- Genre: Sitcom
- Created by: Jean Holloway
- Written by: Jean Holloway
- Directed by: John Rawlins
- Starring: Thomas Mitchell Kathleen Freeman Jean Byron Tudor Owen David Saber
- No. of seasons: 1
- No. of episodes: 39

Production
- Executive producers: Jack J. Gross Philip N. Krasne
- Producer: John Rawlins
- Running time: 30 minutes
- Production company: Gross-Krasne Productions

Original release
- Network: First-run syndication

= Mayor of the Town (TV series) =

Mayor of the Town is a syndicated American sitcom that aired in 1954.

==Premise==

Mayor of the Town was based on the radio series of the same name, which ran from 1942 until 1949. In 1954, writer Jean Holloway created a televised version of the radio program. The series, also titled Mayor of the Town, premiered in November 1954.

The series took place in the fictional small American town of Springdale.

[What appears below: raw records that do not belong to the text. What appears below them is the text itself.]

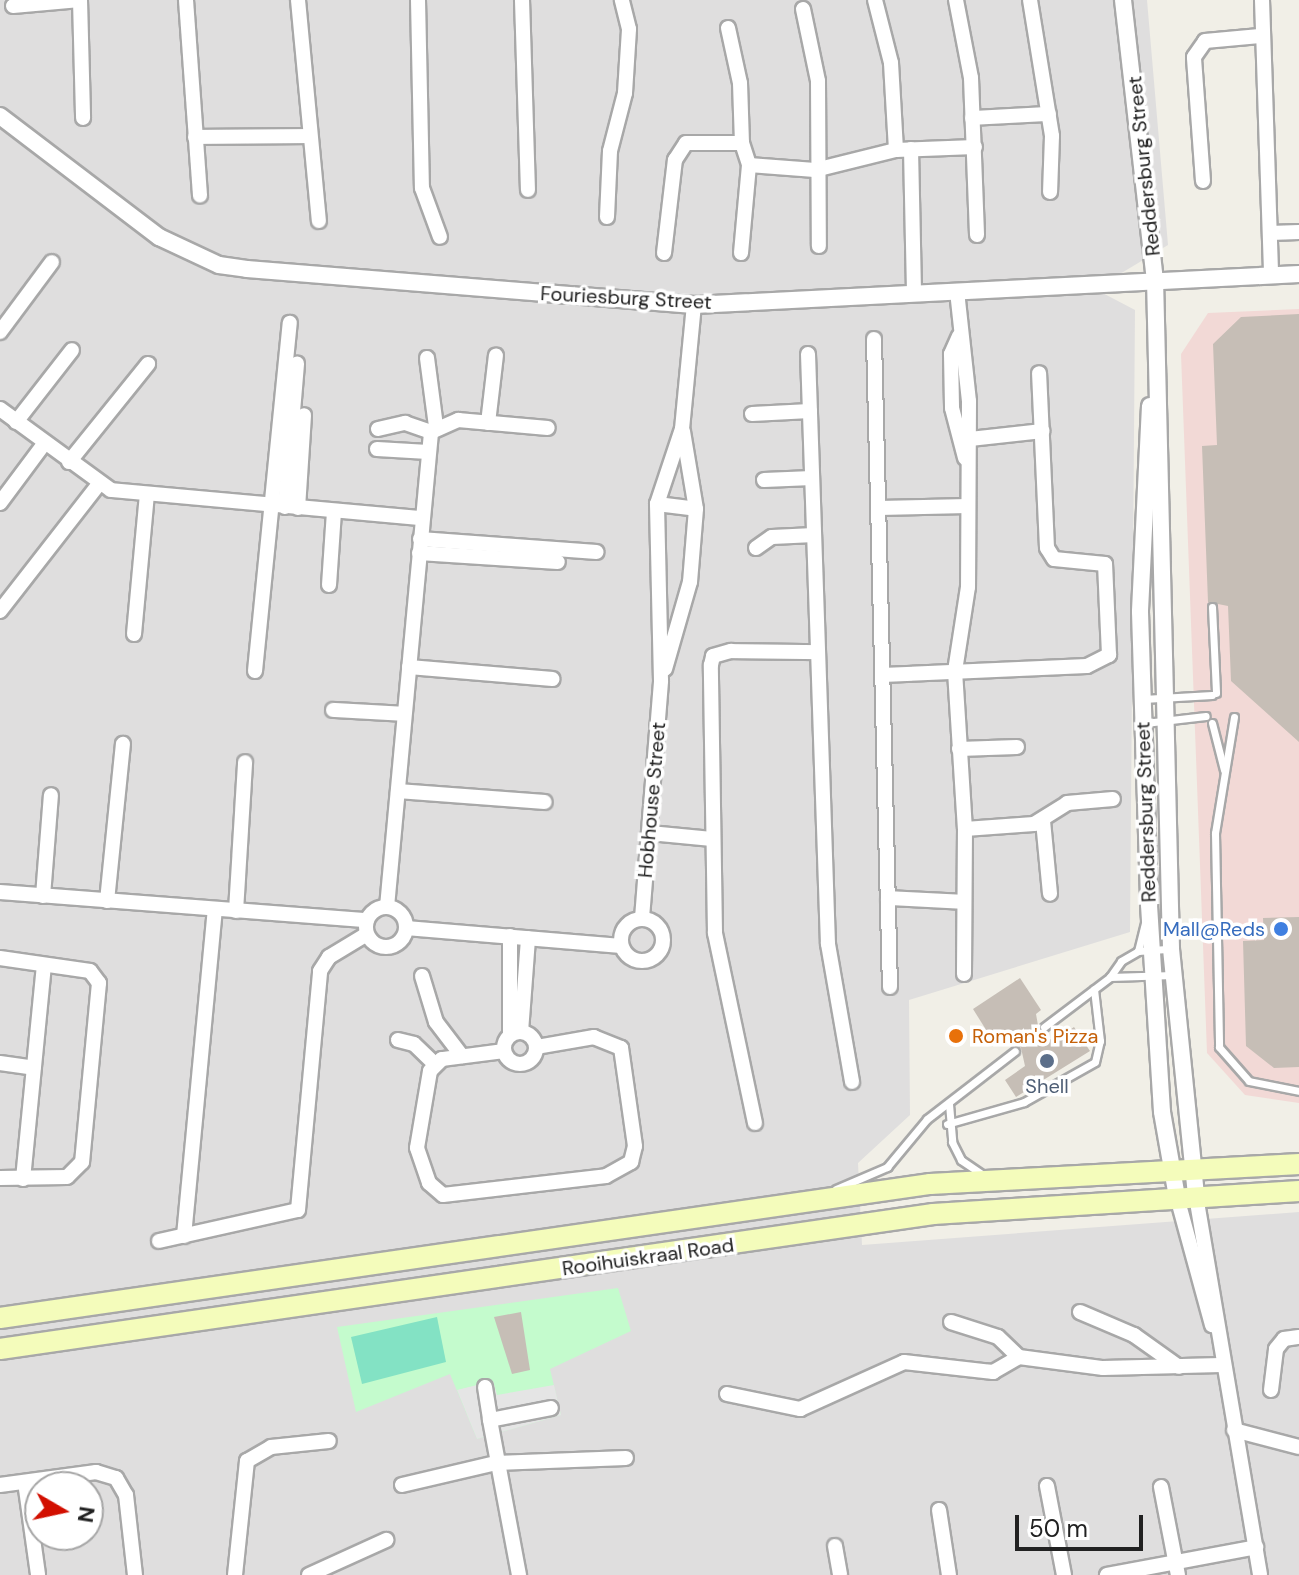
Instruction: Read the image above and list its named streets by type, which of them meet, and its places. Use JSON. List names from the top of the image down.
{
  "streets": {
    "main road": ["Rooihuiskraal Road"],
    "street": ["Reddersburg Street", "Fouriesburg Street", "Hobhouse Street"]
  },
  "crossings": [
    ["Reddersburg Street", "Fouriesburg Street"],
    ["Reddersburg Street", "Rooihuiskraal Road"],
    ["Fouriesburg Street", "Hobhouse Street"]
  ],
  "places": ["Mall@Reds", "Roman's Pizza", "Shell"],
  "scale_bar": "50 m",
  "north": "right"
}
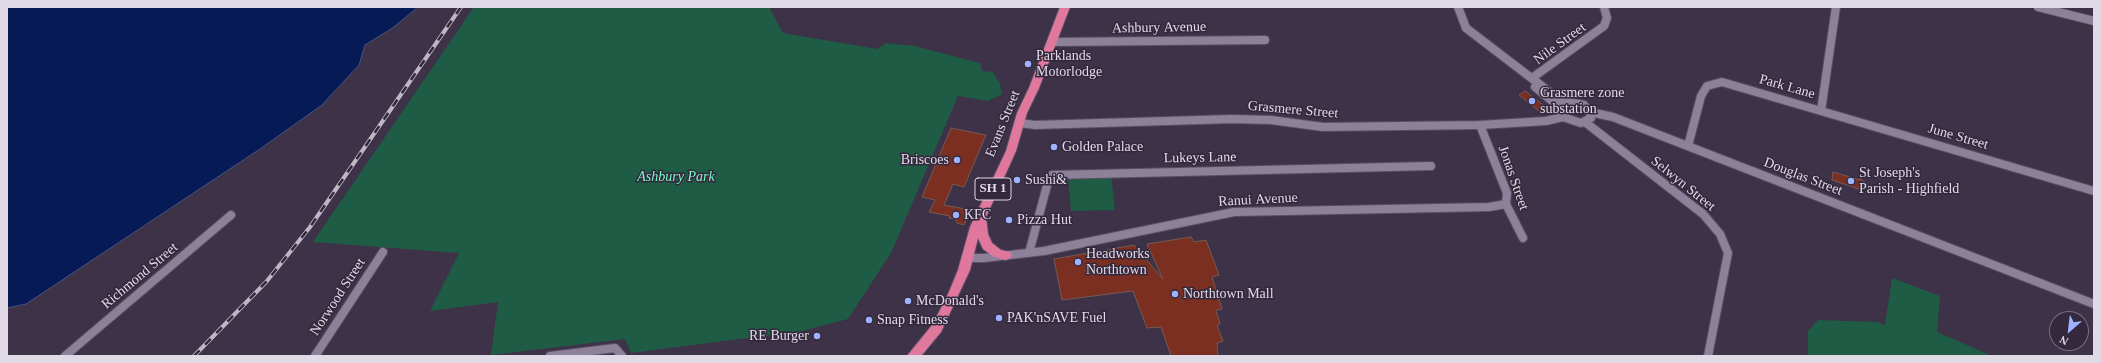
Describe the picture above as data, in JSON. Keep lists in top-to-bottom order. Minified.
{"streets":{"highway":["Evans Street","SH 1"],"street":["Ashbury Avenue","Nile Street","Park Lane","Grasmere Street","June Street","Lukeys Lane","Douglas Street","Jonas Street","Selwyn Street","Ranui Avenue","Richmond Street","Norwood Street"]},"crossings":[["Ashbury Avenue","Evans Street"],["Park Lane","June Street"],["Park Lane","Douglas Street"],["Grasmere Street","Evans Street"],["Grasmere Street","Jonas Street"],["Evans Street","Ranui Avenue"],["Lukeys Lane","Ranui Avenue"],["Jonas Street","Ranui Avenue"]],"parks":["Ashbury Park"],"places":["Parklands Motorlodge","Grasmere zone substation","Golden Palace","Briscoes","Sushi&","St Joseph's Parish - Highfield","KFC","Pizza Hut","Headworks Northtown","Northtown Mall","McDonald's","PAK'nSAVE Fuel","Snap Fitness","RE Burger"],"north":"bottom left"}
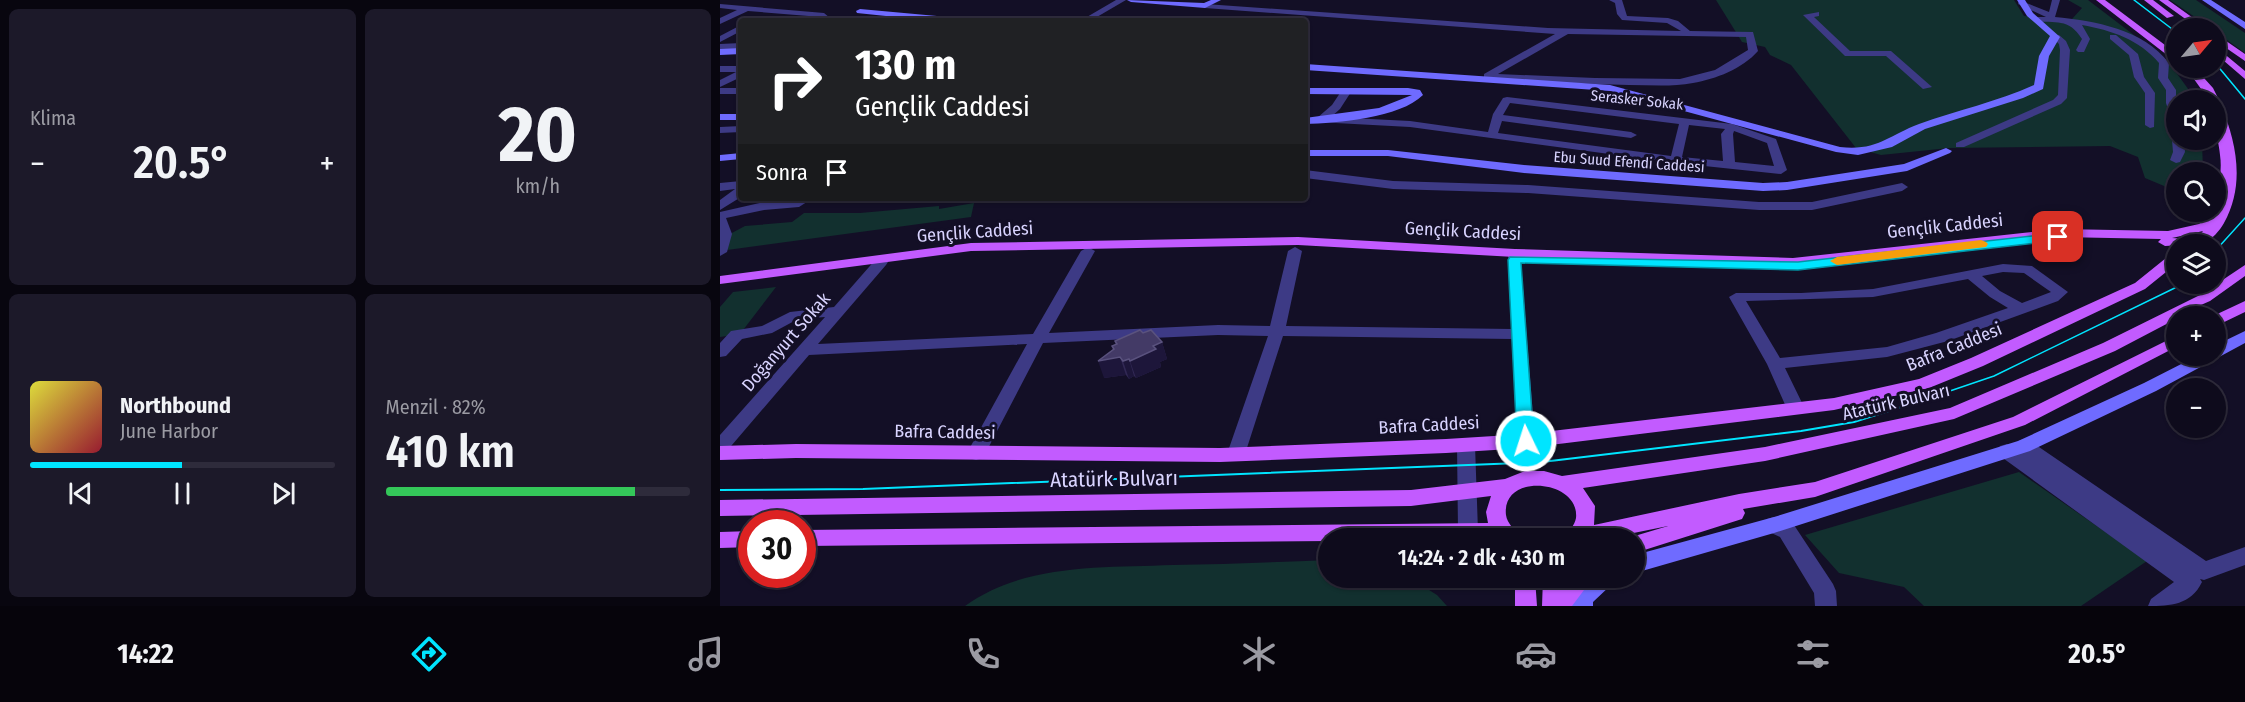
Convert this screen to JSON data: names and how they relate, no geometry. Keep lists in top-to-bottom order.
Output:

The series mainly focuses around the mayoral and personal life of Mayor Thomas Russell, (played by Thomas Mitchell). The series co-starred Kathleen Freeman as Mayor Russell's housekeeper, Marilly, and his ward, Butch, was played by David Saber.

==Background==
Planning for the program began in 1951, calling for Lionel Barrymore to reprise his radio role as the title character. However, production did not begin until 1954, when Barrymore's health prevented him from acting. Mitchell was selected to take Barrymore's place.

==Cast==

- Thomas Mitchell as Mayor Thomas Russell
- Kathleen Freeman as Marilly
- Jean Byron as Minnie
- Tudor Owen as Joe Ainsley
- David Saber as Butch
==Production and distribution==

Rawlins-Grant Productions and Gross-Krasne Films produced the series. UTP was the initial distributor, followed by MCA. All 39 episodes of the series were broadcast in first-run syndication before generally ending in 1955. The Los Angeles market was an exception, as broadcasting of the series there began in 1956 with sponsorship by Richfield Oil. The series was filmed in black-and-white with no laugh track.

John Rawlins and Marshall Grant were the producers and directors; Erna Lazarus was one of the writers.